==== Listed entries

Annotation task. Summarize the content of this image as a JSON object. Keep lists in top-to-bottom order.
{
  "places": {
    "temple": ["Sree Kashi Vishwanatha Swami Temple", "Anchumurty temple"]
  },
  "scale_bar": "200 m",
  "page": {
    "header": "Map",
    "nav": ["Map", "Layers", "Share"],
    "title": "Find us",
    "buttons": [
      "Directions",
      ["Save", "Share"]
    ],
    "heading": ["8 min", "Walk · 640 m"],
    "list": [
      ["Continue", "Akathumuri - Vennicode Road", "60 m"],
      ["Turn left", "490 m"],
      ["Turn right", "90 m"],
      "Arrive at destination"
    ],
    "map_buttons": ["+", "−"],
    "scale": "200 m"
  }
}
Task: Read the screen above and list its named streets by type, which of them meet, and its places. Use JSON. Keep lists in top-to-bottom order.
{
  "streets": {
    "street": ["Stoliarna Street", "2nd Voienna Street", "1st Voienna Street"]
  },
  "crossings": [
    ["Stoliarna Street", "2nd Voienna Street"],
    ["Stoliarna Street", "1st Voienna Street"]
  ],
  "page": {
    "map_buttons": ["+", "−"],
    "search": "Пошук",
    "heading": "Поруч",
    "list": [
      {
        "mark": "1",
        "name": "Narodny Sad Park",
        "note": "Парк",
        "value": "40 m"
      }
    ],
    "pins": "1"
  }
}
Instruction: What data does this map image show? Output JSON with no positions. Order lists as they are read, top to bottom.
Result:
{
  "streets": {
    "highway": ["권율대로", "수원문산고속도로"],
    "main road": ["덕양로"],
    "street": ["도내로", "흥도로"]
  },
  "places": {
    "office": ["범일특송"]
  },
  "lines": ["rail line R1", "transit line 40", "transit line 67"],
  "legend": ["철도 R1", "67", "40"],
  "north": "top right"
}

========

» Exercise objective: Up to and including the line that holds "Instruction: What data", reproduce the records above exactly from their first line, and give nothing else.

» Solution for this exercise:
Annotation task. Summarize the content of this image as a JSON object. Keep lists in top-to-bottom order.
{
  "places": {
    "temple": ["Sree Kashi Vishwanatha Swami Temple", "Anchumurty temple"]
  },
  "scale_bar": "200 m",
  "page": {
    "header": "Map",
    "nav": ["Map", "Layers", "Share"],
    "title": "Find us",
    "buttons": [
      "Directions",
      ["Save", "Share"]
    ],
    "heading": ["8 min", "Walk · 640 m"],
    "list": [
      ["Continue", "Akathumuri - Vennicode Road", "60 m"],
      ["Turn left", "490 m"],
      ["Turn right", "90 m"],
      "Arrive at destination"
    ],
    "map_buttons": ["+", "−"],
    "scale": "200 m"
  }
}
Task: Read the screen above and list its named streets by type, which of them meet, and its places. Use JSON. Keep lists in top-to-bottom order.
{
  "streets": {
    "street": ["Stoliarna Street", "2nd Voienna Street", "1st Voienna Street"]
  },
  "crossings": [
    ["Stoliarna Street", "2nd Voienna Street"],
    ["Stoliarna Street", "1st Voienna Street"]
  ],
  "page": {
    "map_buttons": ["+", "−"],
    "search": "Пошук",
    "heading": "Поруч",
    "list": [
      {
        "mark": "1",
        "name": "Narodny Sad Park",
        "note": "Парк",
        "value": "40 m"
      }
    ],
    "pins": "1"
  }
}
Instruction: What data does this map image show? Output JSON with no positions. Order lists as they are read, top to bottom.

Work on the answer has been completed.